The violent encounter and ensuing events were reconstructed through records and body-camera videos released to the Bay Area News Group and KQED this week under Senate Bill 1421, the state’s new police transparency law.

Decena issued a statement Wednesday standing by his hiring of Silva and asserted that Chong was under the influence of meth and had created a similar disturbance in the library a week earlier.

“The officer was fully reinstated as a SJSU police officer prior to being hired with the Los Gatos-Monte Sereno Police Department,” Decena wrote. “He participated in our rigorous selection process and completed a thorough background investigation, including a polygraph examination and psychological screening.”

Attempts to reach Silva through his attorney and through phone numbers associated with his name were unsuccessful, as of Friday morning.

The university continues to stand by its investigation and decision to fire Silva.

University administrators had voiced concern about the officer’s conduct going back to 2014, his first year on the job, when a performance evaluation said Silva “lets his frustration get the best of him while he is dealing with the public, specifically, suspects that he arrests that are uncooperative.”

After the personnel board ordered Silva’s reinstatement, California State University general counsel Katherine Winder challenged the decision and requested another hearing, warning that Silva’s temper posed a danger to the campus.

“It is likely, especially on a college campus, that Silva may encounter a situation in which a subject, perhaps a college co-ed, would be uncooperative or somehow challenge his authority,” Winder wrote. “Without acknowledging his past mistakes, it is likely that this type of scenario, Silva losing control and harming someone, will likely reoccur.”
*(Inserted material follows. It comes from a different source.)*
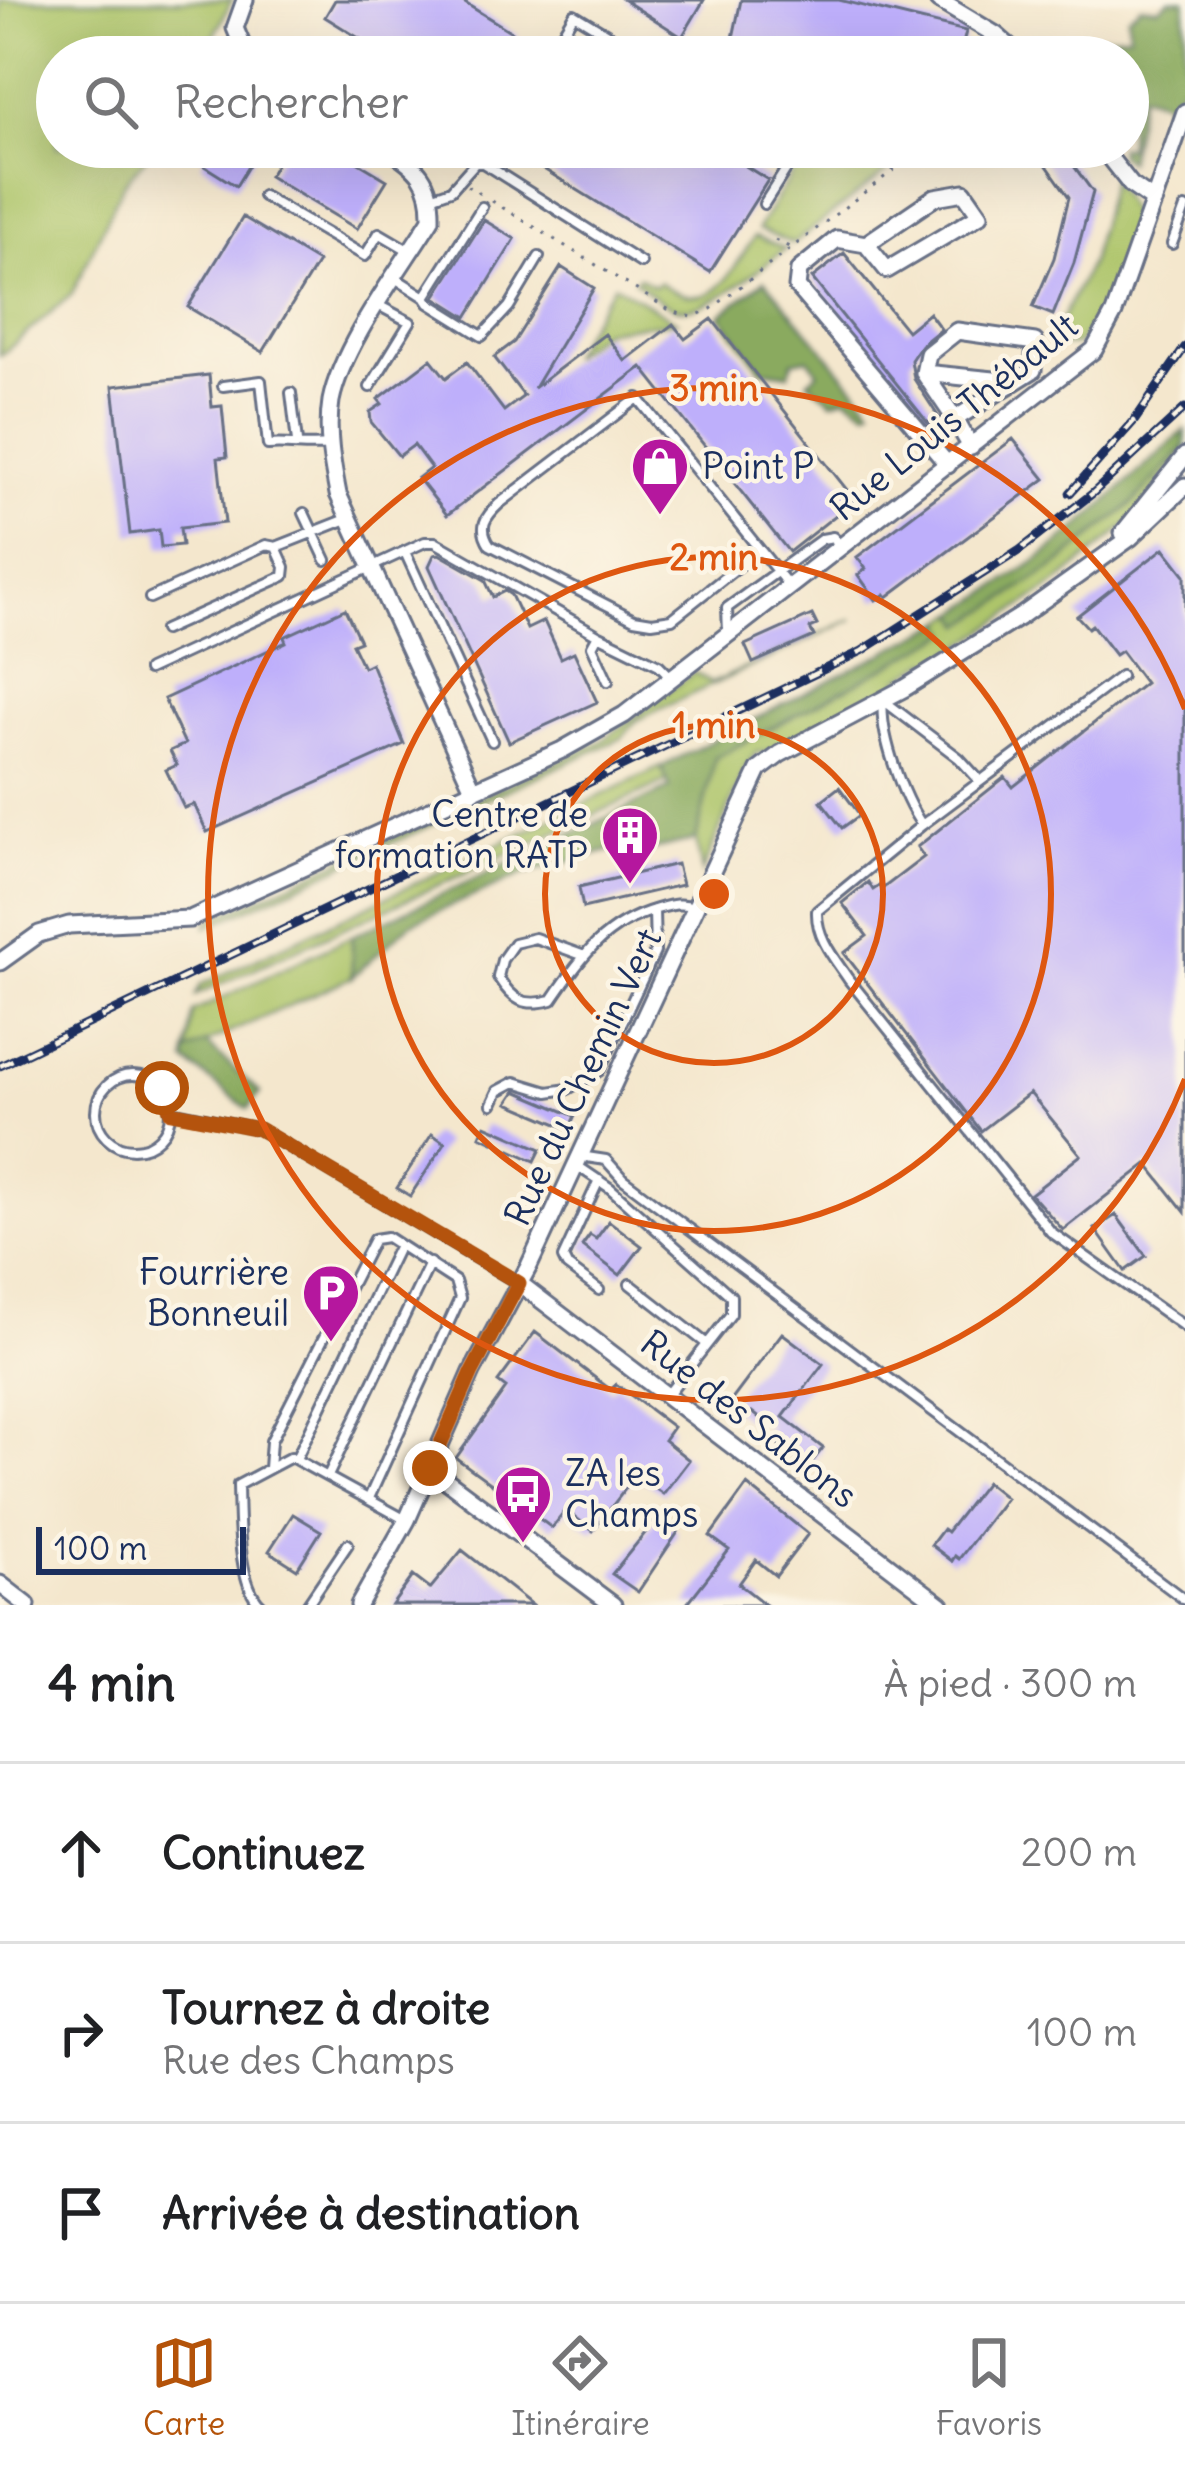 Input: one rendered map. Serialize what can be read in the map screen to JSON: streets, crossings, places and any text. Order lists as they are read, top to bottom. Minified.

The request for another hearing was denied.

Silva was also one of a half-dozen officers named in a federal excessive-force lawsuit by a man who said officers slammed him face first into a sidewalk during an April 2015 encounter outside the campus Event Center. The lawsuit was settled last year.

After the struggle with Silva, Chong was initially arrested and charged with, among other crimes, resisting arrest and disorderly conduct. But the charges were dropped after prosecutors viewed the body-camera video footage, according to Stuart Kirchick, Chong’s attorney.

Referring to Silva, Kirchick said Wednesday, “I mean, he just completely lost his temper and used unreasonable force in the process of detaining him only to just find out his name.”

He added, “The video kind of shows the rest.”

In his appeal to the state board, Silva’s attorney contended that his firing was “excessive and unreasonable,” given that he did not have a history of any formal discipline, and asserted that the university “failed to properly consider mitigating circumstances.” The personnel board broadly agreed, and in its decision, wrote, “It would be wholly anomalous, as well as patently unjust, to discipline (Silva) for acting in accordance with the training he received.”

KQED reporters Sukey Lewis and Julie Small contributed to this report.


This story was produced as part of the California Reporting Project, a collaboration of more than 40 newsrooms across the state to obtain and report on police misconduct and use-of-force records unsealed in 2019.